2 Replies Latest reply on Dec 17, 2015 4:11 AM by qld_sean

    Calc's Inconsistent with Large Datasets (using Local Memory)

    qld_sean

      Hi,

       

      First my apologies this is probably a classic newbie mistake, I thought to help me visualize what is going on between the local/compute unit and global I'd do something very simple. My local workgroup size is 256 I'm using a R9 390 card I'm explicitly stating the global worksize (array size +1) in the host code. The interesting thing which occurs here is once my arrays get bigger than 5-10k floating point elements I start to get erratic behaviour often in this range the second run works while the first fails, when I go bigger to 100,000 its almost random in the response.

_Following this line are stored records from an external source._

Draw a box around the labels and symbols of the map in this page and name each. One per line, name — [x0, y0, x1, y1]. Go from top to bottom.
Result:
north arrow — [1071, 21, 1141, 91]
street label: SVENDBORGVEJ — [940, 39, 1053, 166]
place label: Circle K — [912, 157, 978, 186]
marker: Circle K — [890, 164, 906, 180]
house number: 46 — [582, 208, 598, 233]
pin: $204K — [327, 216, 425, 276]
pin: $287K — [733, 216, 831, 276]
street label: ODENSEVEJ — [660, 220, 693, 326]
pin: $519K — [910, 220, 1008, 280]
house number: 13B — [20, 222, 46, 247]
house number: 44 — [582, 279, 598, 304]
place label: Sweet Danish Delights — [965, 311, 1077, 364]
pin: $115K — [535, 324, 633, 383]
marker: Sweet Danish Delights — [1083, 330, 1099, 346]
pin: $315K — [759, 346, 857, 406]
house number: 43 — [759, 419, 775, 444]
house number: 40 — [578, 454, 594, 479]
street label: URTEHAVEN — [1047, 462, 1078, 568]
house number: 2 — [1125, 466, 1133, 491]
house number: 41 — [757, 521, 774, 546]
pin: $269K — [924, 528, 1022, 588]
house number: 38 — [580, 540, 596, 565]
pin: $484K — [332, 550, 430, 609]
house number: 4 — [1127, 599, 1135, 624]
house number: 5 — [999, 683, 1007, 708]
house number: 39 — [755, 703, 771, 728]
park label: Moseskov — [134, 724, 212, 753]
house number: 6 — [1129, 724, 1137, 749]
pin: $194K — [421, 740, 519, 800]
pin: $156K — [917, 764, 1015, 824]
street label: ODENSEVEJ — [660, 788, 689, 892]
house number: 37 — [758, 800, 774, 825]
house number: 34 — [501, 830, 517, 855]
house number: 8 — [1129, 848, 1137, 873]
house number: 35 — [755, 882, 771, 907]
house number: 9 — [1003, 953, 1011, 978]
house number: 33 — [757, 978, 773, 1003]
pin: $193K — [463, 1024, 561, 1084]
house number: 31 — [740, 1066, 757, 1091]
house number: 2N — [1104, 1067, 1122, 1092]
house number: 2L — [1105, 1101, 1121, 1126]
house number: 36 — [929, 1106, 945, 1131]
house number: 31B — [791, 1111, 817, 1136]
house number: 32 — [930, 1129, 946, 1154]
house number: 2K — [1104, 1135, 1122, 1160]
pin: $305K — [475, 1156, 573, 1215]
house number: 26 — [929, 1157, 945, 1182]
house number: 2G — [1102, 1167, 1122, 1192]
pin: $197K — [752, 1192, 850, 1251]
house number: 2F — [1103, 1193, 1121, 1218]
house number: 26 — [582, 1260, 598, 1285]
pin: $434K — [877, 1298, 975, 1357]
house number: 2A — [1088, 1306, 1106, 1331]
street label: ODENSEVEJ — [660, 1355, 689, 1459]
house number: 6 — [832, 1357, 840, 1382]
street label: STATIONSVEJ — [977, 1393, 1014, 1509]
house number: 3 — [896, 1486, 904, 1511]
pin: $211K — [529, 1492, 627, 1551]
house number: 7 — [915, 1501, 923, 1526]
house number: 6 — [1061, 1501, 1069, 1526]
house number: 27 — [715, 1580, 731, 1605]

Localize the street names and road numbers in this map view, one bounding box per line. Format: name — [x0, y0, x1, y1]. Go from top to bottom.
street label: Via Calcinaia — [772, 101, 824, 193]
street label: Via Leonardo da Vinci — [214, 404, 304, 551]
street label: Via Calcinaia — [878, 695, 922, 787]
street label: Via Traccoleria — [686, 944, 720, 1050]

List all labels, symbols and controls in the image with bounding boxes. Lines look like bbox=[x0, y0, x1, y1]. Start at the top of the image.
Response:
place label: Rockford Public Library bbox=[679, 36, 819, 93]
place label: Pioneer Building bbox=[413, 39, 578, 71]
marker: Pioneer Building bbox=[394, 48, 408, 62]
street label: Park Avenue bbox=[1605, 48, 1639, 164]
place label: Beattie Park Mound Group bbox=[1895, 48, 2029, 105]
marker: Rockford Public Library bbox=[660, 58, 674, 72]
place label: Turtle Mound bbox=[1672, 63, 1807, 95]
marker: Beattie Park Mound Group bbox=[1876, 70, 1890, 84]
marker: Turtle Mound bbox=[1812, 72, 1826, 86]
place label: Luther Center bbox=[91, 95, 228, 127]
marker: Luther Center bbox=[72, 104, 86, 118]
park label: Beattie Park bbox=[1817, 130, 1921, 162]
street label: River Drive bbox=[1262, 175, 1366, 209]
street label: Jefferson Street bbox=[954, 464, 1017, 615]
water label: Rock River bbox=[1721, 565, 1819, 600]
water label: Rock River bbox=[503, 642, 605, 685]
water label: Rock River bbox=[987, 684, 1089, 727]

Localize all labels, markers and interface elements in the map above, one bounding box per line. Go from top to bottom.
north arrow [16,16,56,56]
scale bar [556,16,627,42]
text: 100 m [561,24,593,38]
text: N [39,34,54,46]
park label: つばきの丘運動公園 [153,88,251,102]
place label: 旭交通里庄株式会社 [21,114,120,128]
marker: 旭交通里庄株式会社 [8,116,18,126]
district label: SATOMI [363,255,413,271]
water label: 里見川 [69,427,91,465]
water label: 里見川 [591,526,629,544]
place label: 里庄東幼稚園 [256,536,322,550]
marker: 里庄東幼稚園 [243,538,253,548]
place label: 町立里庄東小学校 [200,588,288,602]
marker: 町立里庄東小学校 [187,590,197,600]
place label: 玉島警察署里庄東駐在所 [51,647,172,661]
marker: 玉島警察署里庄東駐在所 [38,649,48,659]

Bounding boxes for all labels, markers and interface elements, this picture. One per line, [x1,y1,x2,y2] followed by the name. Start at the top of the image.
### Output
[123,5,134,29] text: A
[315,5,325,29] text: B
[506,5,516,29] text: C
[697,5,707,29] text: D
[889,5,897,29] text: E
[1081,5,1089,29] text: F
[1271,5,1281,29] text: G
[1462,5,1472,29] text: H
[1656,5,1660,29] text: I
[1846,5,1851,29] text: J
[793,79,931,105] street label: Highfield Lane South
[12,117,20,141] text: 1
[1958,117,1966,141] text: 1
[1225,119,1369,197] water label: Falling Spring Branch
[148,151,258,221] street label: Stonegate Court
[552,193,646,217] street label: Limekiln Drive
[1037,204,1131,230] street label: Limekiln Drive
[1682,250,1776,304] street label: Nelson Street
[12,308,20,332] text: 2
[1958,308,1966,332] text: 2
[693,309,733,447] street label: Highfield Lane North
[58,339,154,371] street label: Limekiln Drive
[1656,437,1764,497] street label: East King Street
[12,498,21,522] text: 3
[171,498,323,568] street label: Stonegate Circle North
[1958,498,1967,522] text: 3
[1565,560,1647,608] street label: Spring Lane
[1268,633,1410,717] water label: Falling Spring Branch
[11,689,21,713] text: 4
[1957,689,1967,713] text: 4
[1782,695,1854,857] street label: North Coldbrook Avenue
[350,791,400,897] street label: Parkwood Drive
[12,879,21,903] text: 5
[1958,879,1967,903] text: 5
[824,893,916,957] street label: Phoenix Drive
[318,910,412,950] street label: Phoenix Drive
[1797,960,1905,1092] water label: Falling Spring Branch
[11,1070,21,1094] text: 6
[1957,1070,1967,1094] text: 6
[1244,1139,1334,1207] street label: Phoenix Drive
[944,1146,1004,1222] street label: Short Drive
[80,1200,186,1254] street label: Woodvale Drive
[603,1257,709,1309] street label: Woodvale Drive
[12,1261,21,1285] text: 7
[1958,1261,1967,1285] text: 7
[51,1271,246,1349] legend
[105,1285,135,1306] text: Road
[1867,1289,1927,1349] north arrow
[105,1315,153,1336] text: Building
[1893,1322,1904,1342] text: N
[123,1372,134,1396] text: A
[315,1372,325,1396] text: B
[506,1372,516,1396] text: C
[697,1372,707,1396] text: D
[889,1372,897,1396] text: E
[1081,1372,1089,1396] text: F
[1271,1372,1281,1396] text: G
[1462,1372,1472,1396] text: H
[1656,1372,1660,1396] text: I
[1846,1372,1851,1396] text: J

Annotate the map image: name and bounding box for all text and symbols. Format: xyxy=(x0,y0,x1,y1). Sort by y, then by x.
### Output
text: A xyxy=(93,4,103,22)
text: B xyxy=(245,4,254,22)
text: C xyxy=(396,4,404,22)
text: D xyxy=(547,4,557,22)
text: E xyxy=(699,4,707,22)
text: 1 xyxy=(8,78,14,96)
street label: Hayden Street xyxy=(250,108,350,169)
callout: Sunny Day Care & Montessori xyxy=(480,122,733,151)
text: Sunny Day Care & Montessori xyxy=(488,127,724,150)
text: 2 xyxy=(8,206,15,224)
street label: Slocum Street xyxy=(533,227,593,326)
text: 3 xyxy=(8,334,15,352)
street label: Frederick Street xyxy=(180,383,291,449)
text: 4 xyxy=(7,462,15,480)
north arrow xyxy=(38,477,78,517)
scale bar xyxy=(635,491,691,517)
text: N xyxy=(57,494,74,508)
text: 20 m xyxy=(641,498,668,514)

I truly believe its the kernel and not the host code as I can append one line of code to overwrite one value in the output array and its always consistent with what I've overwritten it with irrespective to the input array sizes.

       

      I know the code is rubbish and as you can see I was confused/desperate with the local and global locks, code was more made to help me get my head around openCL and the GPU but this issue is beyond me.

       

      Thanks

      Sean

       

      __kernel void dot_product(__global float* a_vec, __global float* b_vec, __global float* output, __local float* partial_dot)

      {

         int Offset = 256;

         int gid = get_global_id(0);

         int globalSize = get_global_size(0);

         int lid = get_local_id(0);

         int localSize = get_local_size(0);

       

       

         //local float* partial_dot;

         /* Place product of global values into local memory */

        partial_dot[lid] = a_vec[gid];

        partial_dot[lid + Offset] = b_vec[gid];

        barrier(CLK_LOCAL_MEM_FENCE | CLK_GLOBAL_MEM_FENCE);

      /* Repeatedly multiply values in local memory */

        output[gid] = partial_dot[lid]*partial_dot[lid + Offset];

      barrier(CLK_LOCAL_MEM_FENCE | CLK_GLOBAL_MEM_FENCE);

       

        /* Transfer final result to global memory, only want ONE thread to sum*/

         if(gid == 0) {

        for (int Count = 1;Count<=globalSize;Count++)

        output[0] += output[Count];

       

       

        } 

      //output[0] = globalSize;

      }